Among the entries, which lines carry the string "symbols"? Copy each of them.

┄┄┄┄┄┄┄┄┄┄

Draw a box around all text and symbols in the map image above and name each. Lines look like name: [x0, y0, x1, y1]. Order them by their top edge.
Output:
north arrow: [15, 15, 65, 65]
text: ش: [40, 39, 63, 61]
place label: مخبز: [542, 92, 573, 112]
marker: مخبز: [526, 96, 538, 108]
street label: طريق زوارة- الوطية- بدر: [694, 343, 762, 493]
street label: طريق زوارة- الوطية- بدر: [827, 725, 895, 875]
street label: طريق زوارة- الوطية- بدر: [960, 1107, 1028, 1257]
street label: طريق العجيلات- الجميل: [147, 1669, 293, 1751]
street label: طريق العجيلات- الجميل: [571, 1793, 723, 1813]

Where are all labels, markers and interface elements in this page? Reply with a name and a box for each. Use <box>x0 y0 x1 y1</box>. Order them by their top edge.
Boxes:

┄┄┄┄┄┄┄┄┄┄

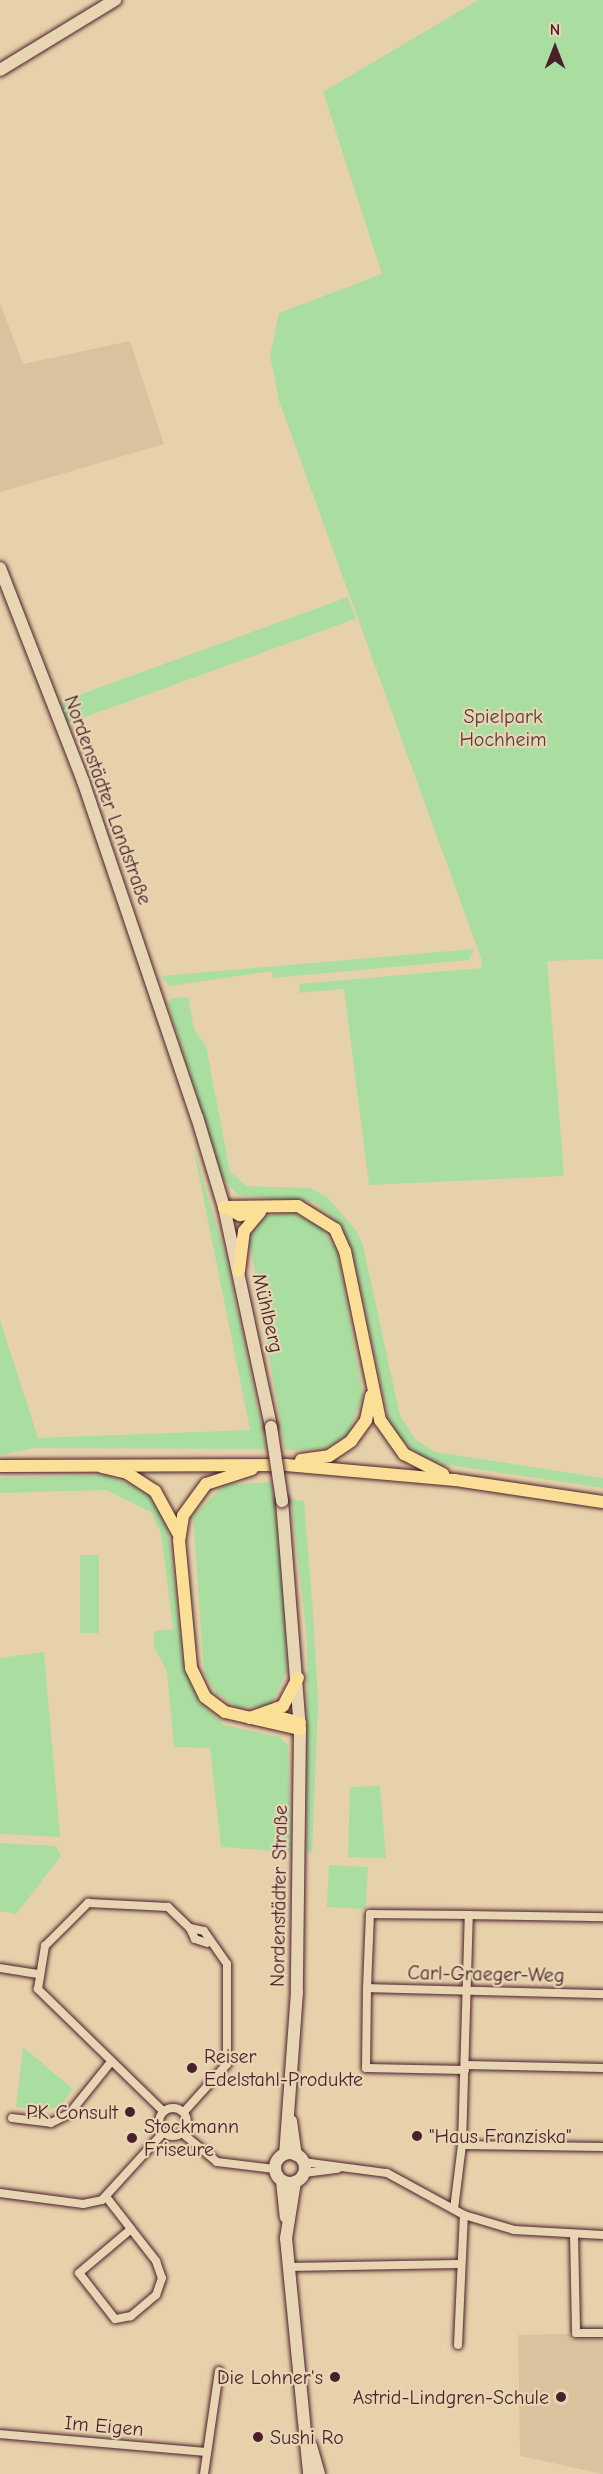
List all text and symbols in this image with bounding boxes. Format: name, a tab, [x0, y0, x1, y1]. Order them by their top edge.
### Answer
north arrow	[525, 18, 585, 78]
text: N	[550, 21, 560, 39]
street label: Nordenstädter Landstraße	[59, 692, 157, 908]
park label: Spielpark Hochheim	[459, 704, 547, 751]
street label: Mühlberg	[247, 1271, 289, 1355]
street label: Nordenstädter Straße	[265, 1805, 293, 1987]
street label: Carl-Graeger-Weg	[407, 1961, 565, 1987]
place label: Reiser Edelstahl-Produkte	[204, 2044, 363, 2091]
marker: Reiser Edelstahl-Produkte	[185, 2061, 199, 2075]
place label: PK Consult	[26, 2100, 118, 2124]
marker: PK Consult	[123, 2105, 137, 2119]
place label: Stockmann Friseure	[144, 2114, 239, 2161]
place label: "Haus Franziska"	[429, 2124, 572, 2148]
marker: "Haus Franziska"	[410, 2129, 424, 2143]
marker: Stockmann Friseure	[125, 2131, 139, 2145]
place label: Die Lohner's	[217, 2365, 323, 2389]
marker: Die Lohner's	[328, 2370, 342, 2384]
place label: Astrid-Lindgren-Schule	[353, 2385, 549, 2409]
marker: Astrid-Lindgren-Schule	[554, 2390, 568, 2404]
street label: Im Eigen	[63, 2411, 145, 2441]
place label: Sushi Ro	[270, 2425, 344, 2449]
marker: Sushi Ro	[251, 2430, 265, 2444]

┄┄┄┄┄┄┄┄┄┄

▶ _ANSWER SECTION_:
Draw a box around all text and symbols in the map image above and name each. Lines look like name: [x0, y0, x1, y1]. Order them by their top edge.
List all text and symbols in this image with bounding boxes. Format: name, a tab, [x0, y0, x1, y1]. Order them by their top edge.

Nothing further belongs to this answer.